Thucydide croit à la permanence de la nature humaine. Et il aime en retrouver les ressorts les plus généraux derrière les événements qui se succèdent. Aussi ses orateurs vont-ils toujours au plus abstrait, au plus général. Ils ont recours aux sentences, mais aussi aux notions les plus dépouillées. Un discours militaire montrera la difficulté que présente, toujours, un débarquement en pays occupé. Un discours politique montrera celle qu'il y a, toujours, à sévir utilement contre les dissidents. À cet égard, le sommet de l'œuvre est sans doute le dialogue entre les Athéniens et les Méliens, au livre V. Les Athéniens prétendent occuper la petite île de Mélos, afin de mieux asseoir leur prestige ; ils veulent obtenir de Mélos qu'elle cède sans résistance. Or, le débat traite du droit du plus fort, des dieux et de l'espérance : bref, il fixe à jamais sous une forme exemplaire l'affrontement du conquérant et de sa victime.

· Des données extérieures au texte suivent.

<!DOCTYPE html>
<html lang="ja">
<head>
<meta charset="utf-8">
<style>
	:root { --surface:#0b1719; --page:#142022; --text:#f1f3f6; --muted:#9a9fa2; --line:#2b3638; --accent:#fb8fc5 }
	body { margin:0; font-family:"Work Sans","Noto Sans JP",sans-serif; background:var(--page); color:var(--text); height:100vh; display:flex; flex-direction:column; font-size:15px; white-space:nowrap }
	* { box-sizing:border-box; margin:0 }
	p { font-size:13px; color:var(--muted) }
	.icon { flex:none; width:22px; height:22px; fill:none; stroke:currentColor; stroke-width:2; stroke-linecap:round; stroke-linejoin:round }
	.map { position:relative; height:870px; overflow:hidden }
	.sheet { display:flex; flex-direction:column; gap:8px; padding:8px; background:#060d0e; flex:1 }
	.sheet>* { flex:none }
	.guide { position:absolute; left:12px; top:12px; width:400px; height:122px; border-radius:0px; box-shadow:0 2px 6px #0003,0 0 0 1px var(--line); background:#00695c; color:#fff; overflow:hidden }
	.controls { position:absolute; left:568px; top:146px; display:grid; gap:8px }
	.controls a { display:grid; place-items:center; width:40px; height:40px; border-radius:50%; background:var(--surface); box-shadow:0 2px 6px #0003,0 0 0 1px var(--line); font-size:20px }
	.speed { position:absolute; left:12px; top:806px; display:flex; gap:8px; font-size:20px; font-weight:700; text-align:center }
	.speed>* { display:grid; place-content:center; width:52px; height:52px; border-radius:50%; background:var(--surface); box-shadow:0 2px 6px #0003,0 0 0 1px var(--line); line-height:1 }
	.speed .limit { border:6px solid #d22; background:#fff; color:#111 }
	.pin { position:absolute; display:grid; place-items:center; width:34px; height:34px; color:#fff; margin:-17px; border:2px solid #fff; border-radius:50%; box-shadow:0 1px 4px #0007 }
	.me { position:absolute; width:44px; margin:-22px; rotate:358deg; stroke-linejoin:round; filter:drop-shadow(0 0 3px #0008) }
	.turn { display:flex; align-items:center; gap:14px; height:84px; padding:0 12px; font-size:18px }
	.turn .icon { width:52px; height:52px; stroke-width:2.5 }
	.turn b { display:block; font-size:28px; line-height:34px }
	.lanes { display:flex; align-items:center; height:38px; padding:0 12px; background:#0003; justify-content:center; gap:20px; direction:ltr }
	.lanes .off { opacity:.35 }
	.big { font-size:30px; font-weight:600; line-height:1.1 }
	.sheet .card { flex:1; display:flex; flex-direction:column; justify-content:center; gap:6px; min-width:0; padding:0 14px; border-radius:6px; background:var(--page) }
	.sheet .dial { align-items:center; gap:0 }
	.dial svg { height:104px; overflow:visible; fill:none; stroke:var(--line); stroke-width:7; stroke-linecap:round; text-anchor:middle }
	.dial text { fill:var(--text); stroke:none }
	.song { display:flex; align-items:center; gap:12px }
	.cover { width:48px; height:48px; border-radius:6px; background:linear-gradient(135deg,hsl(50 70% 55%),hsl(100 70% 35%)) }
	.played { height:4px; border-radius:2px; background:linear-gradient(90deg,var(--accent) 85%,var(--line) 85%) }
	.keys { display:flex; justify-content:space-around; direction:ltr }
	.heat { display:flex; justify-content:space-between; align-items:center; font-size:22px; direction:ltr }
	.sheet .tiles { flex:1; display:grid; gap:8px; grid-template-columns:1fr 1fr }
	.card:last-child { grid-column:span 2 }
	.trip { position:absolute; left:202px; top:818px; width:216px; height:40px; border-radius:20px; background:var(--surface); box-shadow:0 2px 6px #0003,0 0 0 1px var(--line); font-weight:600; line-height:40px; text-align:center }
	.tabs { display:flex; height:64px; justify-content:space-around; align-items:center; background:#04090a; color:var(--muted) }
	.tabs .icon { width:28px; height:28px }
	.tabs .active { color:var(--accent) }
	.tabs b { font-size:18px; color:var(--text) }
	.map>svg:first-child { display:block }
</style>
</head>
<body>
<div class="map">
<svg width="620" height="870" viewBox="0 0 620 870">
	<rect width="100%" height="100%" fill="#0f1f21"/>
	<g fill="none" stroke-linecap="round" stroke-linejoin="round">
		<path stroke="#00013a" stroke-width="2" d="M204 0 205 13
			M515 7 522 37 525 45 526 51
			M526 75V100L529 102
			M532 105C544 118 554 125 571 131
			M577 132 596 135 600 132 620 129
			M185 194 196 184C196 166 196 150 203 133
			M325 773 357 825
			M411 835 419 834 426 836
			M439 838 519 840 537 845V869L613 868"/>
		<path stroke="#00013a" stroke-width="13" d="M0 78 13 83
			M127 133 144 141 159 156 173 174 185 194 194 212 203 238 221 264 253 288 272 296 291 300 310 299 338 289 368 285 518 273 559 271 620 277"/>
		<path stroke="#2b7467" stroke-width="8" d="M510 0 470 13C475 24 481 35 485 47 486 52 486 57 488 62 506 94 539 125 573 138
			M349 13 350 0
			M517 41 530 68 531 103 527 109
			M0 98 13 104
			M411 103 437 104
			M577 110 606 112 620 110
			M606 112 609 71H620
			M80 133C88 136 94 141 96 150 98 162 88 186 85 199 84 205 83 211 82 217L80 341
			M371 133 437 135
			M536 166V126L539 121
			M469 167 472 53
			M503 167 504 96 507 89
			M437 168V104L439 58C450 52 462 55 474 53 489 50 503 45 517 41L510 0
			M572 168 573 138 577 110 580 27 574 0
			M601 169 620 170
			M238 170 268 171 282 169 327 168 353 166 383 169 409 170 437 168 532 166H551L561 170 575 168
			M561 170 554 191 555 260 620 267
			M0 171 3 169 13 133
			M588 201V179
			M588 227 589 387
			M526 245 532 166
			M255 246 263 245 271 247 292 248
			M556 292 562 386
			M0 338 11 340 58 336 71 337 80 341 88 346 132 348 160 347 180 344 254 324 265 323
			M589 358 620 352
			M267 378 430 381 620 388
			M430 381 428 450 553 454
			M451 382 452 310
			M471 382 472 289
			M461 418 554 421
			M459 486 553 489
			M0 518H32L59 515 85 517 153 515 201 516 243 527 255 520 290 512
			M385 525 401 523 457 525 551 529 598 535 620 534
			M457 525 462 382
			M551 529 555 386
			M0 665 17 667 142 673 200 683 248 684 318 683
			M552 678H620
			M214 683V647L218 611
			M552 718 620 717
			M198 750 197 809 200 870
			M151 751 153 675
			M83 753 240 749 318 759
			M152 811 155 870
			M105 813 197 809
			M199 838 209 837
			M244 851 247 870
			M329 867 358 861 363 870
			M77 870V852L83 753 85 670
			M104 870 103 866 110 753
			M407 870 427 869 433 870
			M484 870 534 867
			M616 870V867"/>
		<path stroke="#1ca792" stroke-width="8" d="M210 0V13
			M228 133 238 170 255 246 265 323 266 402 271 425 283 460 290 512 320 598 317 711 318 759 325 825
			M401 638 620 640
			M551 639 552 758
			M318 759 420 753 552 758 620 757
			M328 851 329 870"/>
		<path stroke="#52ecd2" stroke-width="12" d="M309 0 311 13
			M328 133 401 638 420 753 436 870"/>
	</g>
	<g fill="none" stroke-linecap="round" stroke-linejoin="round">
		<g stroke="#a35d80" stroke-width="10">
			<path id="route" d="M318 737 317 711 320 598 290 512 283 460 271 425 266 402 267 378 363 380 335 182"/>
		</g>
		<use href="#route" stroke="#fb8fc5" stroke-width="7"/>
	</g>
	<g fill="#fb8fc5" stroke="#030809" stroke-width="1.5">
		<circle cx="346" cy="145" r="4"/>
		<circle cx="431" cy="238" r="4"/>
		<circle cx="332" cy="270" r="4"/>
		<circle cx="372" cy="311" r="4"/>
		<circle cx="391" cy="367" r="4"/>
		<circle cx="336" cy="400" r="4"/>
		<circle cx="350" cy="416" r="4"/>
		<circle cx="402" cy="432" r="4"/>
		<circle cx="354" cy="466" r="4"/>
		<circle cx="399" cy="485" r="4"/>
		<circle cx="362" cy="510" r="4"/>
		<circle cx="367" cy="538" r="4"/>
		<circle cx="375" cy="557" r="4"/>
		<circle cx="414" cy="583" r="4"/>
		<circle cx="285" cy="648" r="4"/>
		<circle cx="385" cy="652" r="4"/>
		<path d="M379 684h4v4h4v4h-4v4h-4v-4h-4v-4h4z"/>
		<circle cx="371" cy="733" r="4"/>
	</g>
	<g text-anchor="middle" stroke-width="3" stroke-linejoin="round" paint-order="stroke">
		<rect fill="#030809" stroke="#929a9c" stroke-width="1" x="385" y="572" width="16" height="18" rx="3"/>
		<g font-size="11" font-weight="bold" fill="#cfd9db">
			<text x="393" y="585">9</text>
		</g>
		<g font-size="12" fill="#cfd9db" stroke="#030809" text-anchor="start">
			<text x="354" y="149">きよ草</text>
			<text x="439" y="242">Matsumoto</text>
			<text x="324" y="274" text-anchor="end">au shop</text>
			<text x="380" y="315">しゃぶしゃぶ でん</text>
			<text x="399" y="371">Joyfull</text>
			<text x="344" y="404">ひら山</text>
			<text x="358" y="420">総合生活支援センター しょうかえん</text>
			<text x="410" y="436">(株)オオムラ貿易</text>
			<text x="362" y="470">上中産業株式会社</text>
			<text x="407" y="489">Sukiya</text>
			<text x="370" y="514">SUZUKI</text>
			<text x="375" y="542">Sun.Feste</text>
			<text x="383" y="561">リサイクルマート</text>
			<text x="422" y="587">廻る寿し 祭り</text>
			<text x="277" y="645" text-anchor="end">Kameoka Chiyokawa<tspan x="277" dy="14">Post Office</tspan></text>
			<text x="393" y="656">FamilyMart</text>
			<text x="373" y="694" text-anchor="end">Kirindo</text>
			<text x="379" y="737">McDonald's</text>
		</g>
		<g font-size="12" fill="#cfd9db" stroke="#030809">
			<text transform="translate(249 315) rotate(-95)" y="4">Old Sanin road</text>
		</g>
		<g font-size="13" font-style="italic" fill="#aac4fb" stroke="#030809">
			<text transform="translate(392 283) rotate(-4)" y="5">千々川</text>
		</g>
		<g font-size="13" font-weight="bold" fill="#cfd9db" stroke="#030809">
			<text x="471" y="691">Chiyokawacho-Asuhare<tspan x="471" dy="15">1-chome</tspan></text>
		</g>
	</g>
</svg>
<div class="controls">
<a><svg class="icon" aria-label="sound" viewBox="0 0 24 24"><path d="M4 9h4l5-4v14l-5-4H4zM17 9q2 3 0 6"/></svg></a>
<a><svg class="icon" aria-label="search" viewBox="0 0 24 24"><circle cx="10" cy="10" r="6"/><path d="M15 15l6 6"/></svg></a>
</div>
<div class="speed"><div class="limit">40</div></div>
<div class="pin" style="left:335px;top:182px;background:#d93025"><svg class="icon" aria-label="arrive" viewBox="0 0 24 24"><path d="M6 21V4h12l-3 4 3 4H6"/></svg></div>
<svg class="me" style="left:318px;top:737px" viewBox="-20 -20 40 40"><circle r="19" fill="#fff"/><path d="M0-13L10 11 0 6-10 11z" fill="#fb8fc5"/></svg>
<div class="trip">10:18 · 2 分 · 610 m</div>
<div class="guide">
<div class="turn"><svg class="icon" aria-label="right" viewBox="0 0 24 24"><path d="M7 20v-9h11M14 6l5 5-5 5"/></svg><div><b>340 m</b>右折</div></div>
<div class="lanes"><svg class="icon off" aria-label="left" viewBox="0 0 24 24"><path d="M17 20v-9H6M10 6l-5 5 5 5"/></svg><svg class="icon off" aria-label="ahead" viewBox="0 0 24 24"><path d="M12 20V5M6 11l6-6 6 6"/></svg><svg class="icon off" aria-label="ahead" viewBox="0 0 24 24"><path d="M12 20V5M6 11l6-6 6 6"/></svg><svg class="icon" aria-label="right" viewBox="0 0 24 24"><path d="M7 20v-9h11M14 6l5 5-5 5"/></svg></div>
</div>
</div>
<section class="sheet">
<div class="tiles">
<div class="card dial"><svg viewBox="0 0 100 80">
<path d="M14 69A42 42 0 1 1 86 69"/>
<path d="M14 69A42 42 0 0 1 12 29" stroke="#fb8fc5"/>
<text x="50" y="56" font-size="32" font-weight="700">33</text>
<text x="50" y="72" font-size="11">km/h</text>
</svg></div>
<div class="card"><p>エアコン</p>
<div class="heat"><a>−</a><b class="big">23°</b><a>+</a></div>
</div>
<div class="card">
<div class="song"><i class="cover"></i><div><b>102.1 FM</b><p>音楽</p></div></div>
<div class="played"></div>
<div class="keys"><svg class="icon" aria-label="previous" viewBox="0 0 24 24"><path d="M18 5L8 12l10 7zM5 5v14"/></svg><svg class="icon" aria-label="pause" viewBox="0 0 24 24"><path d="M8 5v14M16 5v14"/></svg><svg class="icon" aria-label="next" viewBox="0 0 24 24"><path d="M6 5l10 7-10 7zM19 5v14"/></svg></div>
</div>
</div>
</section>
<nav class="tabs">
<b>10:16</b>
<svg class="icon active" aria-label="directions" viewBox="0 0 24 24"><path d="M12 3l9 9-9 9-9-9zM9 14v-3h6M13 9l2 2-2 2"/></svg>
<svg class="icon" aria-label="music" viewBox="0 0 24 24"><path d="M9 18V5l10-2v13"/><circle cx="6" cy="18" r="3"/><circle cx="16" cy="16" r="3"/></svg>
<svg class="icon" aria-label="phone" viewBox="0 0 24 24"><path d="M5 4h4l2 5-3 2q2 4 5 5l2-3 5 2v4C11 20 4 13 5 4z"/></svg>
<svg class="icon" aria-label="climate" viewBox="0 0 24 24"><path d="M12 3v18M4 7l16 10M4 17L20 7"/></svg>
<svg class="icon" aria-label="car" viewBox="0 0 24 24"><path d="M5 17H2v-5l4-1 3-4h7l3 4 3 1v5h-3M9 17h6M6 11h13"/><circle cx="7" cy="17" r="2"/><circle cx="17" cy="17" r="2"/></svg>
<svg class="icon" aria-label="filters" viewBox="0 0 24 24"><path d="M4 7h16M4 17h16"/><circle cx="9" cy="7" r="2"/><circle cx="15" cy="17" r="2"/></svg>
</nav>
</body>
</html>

Peut-on s'en étonner ? Les analyses que Thucydide fait en son nom personnel se réclament ouvertement du même souci de rejoindre l'essence. Ainsi des maux de la guerre civile, au livre III, ces maux qui, d'après lui, reviendront toujours avec la guerre, « tant que la nature humaine restera la même » ; Thucydide, en les décrivant, offre le tableau d'ambitions qui se déchaînent dans un monde où les mots ont changé de valeur. Toute époque troublée s'effraie de se reconnaître en cette analyse, comme tout pays envahi rappelle le sort de Mélos.
Et c'est bien ce que souhaitait Thucydide, puisqu'il déclare vouloir faire œuvre utile en permettant de mieux comprendre non seulement les événements qu'il rapportait, mais encore « ceux qui, à l'avenir, en vertu du caractère humain qui est le leur, seront semblables ou […]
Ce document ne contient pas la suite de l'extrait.